* _Requirement_:
Only lines containing the string "highway" belong in the answer; find them in the records and copy them.

* _Data for processing_:

=== Section Start ===

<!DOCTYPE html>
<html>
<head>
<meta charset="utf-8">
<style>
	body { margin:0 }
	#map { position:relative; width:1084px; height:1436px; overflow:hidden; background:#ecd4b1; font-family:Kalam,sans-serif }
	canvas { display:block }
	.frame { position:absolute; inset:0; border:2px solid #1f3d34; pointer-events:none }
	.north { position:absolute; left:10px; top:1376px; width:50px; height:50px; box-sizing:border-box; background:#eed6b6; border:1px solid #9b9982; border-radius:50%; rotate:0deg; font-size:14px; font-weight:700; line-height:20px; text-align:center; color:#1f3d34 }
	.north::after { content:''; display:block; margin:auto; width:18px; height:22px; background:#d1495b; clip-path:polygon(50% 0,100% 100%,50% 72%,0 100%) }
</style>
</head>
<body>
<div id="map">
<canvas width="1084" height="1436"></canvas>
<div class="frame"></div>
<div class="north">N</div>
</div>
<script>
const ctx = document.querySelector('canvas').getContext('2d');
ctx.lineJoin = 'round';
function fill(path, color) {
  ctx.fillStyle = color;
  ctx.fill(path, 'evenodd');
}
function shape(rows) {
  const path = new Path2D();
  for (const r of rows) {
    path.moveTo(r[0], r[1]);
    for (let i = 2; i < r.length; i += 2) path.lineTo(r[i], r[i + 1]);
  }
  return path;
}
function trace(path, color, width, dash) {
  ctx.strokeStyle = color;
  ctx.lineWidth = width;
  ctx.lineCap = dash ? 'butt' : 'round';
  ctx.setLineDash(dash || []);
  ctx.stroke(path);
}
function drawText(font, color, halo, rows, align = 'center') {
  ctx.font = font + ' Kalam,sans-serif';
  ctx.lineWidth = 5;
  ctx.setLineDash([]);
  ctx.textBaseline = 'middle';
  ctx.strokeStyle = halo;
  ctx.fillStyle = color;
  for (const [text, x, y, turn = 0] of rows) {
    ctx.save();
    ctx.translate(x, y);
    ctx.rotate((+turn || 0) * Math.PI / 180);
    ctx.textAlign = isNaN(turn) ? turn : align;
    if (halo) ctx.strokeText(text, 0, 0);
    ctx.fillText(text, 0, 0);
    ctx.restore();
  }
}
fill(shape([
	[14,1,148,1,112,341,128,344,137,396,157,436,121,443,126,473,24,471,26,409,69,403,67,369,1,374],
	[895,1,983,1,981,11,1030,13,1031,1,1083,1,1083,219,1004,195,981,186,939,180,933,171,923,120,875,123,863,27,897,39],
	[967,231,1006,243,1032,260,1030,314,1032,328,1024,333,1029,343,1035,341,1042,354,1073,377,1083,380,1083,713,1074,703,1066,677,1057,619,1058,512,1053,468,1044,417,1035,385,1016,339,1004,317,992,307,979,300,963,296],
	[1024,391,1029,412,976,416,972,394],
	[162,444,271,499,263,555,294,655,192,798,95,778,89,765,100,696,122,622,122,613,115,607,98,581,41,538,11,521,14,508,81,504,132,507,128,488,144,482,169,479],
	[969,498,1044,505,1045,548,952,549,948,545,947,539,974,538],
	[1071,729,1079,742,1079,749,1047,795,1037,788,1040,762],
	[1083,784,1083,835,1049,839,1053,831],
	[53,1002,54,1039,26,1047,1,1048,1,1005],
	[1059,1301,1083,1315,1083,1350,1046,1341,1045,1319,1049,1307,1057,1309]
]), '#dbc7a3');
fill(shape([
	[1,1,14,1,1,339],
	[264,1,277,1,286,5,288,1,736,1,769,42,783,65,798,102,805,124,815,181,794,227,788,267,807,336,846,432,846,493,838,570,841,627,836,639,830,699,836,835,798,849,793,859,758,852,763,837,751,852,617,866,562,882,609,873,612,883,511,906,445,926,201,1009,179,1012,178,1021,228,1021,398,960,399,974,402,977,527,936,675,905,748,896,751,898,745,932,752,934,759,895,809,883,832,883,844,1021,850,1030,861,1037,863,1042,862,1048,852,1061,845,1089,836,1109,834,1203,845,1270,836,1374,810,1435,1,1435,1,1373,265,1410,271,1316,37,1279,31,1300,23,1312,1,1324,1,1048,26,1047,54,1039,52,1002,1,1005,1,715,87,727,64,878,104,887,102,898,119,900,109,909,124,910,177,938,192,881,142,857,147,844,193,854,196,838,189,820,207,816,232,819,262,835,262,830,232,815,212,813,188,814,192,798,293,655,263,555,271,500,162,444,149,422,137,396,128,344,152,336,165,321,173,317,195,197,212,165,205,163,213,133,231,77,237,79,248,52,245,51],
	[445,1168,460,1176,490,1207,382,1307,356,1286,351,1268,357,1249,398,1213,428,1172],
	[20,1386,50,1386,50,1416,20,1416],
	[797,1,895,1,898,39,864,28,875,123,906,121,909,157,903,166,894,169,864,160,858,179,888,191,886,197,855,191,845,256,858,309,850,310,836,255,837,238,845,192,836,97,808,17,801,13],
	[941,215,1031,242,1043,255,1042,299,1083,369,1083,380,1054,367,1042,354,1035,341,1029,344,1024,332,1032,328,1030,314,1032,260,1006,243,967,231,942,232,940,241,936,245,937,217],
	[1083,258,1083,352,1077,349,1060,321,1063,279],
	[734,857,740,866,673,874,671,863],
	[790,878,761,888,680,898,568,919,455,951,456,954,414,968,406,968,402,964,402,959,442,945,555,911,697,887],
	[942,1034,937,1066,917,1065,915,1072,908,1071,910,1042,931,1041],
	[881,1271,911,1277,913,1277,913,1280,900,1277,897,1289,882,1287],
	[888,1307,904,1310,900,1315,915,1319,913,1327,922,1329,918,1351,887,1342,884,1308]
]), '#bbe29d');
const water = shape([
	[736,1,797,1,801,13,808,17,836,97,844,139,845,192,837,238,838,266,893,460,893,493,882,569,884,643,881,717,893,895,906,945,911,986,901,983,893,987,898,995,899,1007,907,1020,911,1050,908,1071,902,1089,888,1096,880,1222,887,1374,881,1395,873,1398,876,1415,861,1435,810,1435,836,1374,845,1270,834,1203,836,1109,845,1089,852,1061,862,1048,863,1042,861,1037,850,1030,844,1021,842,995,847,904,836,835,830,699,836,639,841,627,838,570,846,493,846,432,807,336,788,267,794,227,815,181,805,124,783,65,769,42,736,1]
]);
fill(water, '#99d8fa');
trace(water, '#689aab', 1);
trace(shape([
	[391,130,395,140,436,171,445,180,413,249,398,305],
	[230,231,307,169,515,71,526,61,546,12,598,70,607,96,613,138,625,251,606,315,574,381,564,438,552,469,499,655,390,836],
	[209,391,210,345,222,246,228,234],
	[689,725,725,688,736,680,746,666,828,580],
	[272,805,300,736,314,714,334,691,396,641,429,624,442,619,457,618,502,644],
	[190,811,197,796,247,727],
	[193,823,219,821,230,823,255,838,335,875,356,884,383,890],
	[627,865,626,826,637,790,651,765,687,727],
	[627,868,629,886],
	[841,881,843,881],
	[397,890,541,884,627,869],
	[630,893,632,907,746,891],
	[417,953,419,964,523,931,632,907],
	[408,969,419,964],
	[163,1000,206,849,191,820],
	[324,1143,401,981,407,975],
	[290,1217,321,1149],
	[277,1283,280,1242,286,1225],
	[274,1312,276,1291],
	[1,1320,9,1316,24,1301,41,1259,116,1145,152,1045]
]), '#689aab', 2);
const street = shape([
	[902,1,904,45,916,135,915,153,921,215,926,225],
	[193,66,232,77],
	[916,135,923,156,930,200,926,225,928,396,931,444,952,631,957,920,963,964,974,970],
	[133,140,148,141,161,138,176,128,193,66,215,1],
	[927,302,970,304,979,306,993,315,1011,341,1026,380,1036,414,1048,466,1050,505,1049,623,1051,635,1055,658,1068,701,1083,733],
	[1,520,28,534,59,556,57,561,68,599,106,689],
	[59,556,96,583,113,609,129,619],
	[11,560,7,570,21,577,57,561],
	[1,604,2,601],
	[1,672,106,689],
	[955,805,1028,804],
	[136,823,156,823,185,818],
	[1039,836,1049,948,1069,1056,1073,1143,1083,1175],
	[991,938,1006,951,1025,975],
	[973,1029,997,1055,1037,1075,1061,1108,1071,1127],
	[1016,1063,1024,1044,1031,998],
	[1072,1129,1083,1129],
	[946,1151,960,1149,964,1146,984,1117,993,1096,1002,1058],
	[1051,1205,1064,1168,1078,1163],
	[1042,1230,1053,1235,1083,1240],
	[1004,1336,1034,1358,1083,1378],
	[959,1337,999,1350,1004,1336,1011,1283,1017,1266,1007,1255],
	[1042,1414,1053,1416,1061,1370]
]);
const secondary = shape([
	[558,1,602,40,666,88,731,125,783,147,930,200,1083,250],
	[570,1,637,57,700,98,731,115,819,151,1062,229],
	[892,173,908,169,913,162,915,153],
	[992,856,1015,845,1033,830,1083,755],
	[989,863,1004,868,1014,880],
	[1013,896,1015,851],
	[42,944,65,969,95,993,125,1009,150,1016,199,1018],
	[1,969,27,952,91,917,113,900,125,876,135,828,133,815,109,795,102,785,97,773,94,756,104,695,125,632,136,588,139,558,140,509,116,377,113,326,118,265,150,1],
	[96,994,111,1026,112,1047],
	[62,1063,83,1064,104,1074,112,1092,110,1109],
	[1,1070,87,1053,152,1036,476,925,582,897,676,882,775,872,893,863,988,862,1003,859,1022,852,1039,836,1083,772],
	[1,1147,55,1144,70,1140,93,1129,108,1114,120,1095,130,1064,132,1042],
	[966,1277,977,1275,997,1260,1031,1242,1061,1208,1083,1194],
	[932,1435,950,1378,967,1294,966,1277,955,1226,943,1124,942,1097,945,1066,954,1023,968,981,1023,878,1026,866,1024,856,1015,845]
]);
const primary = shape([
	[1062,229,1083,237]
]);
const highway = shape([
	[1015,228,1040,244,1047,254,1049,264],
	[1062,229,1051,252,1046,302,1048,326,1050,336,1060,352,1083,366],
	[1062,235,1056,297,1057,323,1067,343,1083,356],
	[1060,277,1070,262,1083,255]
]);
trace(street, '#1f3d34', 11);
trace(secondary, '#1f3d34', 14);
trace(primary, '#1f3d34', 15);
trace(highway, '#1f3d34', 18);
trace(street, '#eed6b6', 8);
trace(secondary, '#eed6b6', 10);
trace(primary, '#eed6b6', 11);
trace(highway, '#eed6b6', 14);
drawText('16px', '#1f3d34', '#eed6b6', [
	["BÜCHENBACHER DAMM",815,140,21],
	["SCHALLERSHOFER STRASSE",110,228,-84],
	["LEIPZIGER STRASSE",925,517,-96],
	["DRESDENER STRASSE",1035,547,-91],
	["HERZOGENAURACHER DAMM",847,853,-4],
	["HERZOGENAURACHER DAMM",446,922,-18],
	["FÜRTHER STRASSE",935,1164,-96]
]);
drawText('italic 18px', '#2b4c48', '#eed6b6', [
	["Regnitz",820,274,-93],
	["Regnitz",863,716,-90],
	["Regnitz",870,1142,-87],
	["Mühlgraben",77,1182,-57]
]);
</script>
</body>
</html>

=== Section End ===

* _Finished task_:
const highway = shape([
trace(highway, '#1f3d34', 18);
trace(highway, '#eed6b6', 14);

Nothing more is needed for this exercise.